Counting only lines that contain "like", state the total found in the material below. Add nothing else.

((

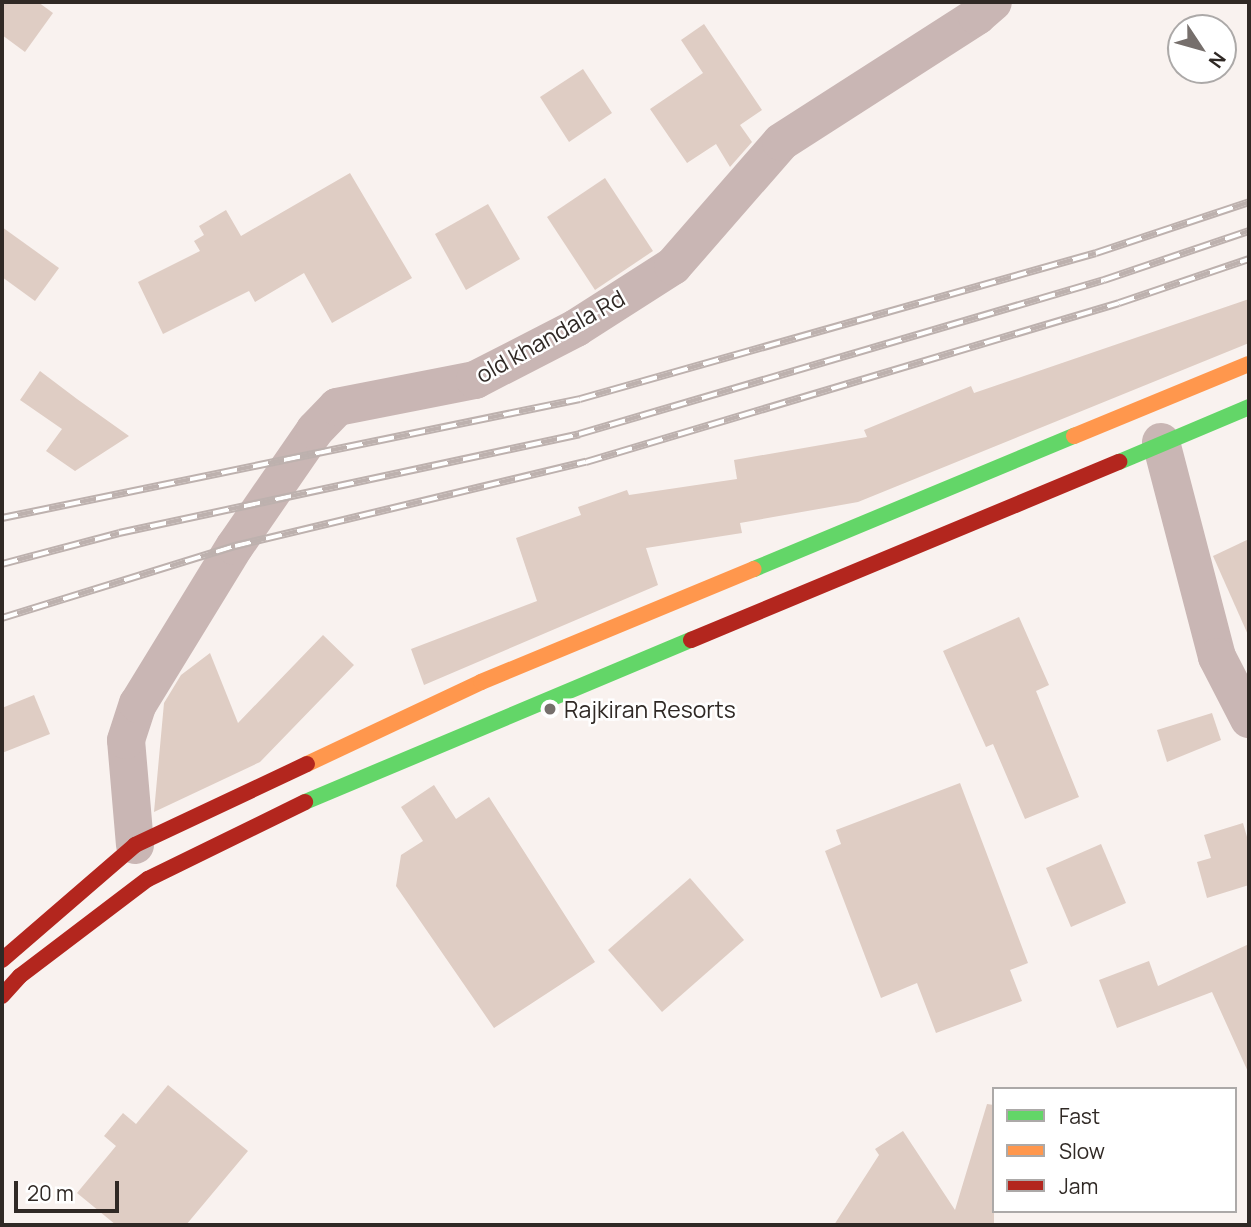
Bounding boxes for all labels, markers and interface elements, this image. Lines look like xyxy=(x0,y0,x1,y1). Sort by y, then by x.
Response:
north arrow xyxy=(1167,14,1237,84)
text: N xyxy=(1203,47,1232,73)
street label: old khandala Rd xyxy=(471,284,629,388)
place label: Rajkiran Resorts xyxy=(564,695,736,723)
marker: Rajkiran Resorts xyxy=(542,701,558,717)
legend xyxy=(992,1087,1237,1213)
text: Fast xyxy=(1059,1102,1100,1130)
text: Slow xyxy=(1059,1137,1105,1165)
scale bar xyxy=(18,1168,122,1212)
text: Jam xyxy=(1059,1172,1098,1200)
text: 20 m xyxy=(27,1179,74,1207)

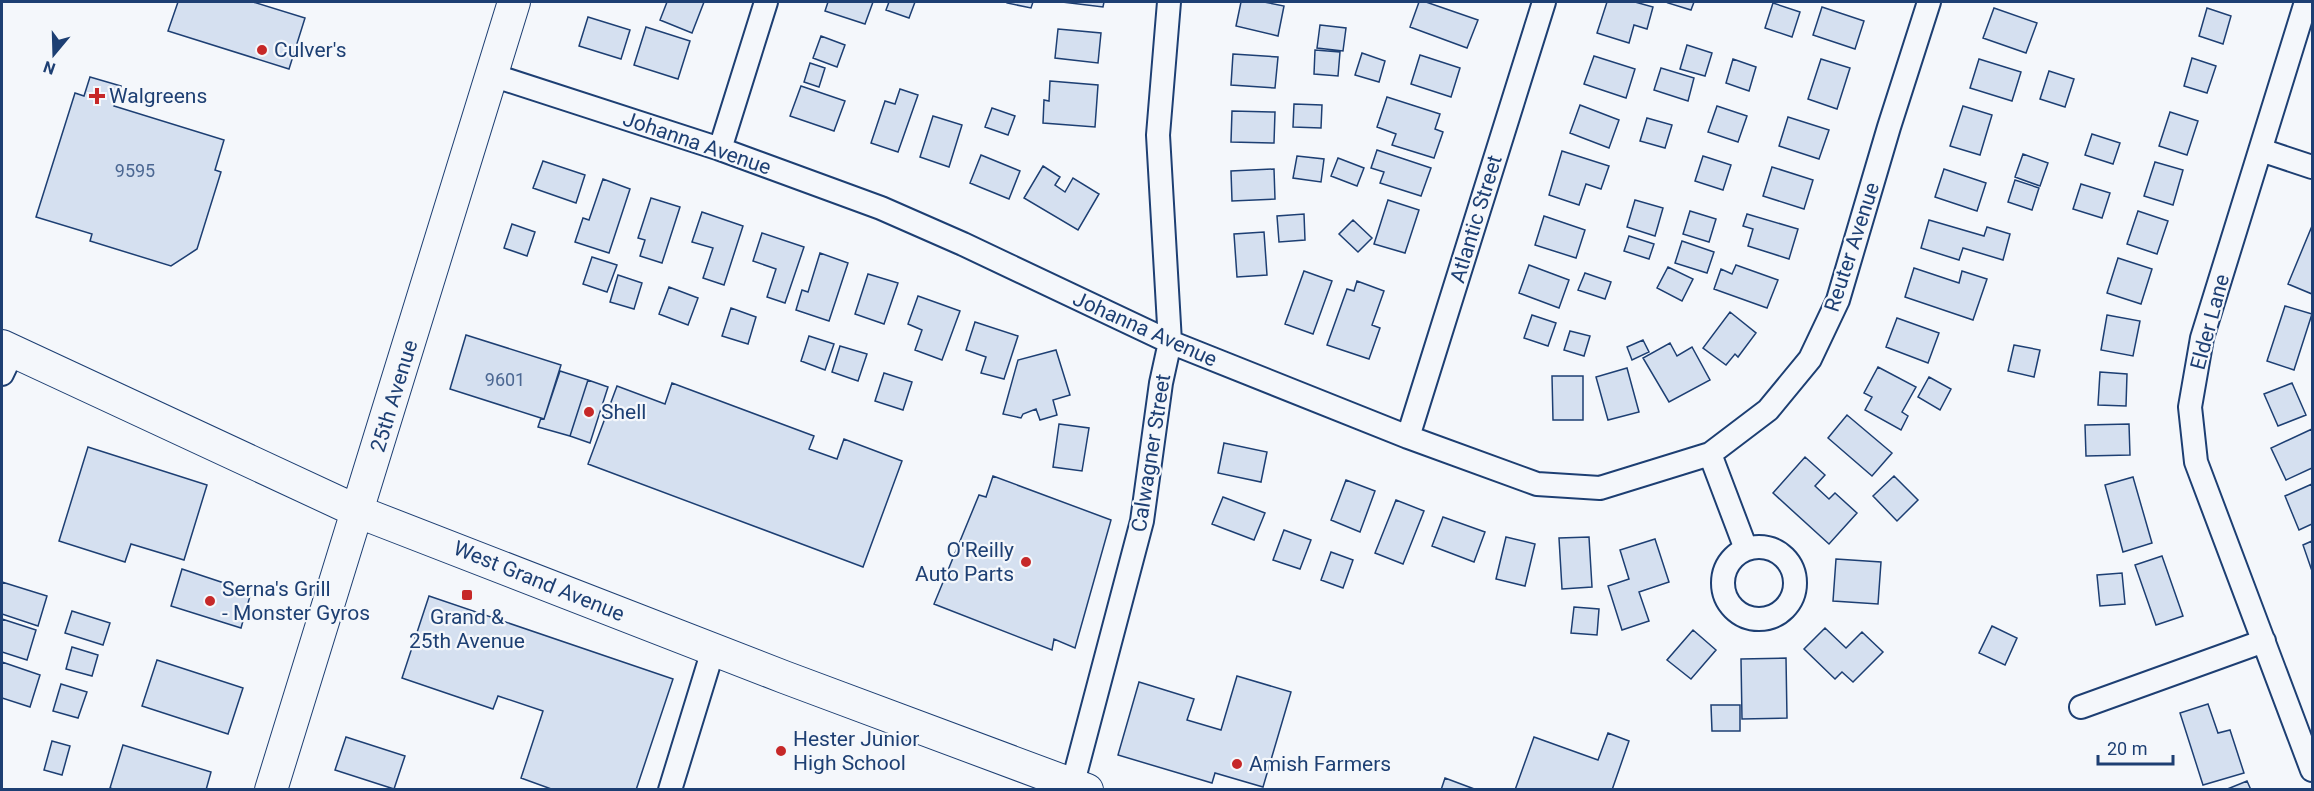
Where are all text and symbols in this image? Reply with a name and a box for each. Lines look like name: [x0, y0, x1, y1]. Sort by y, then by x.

))

- _Expected answer_
2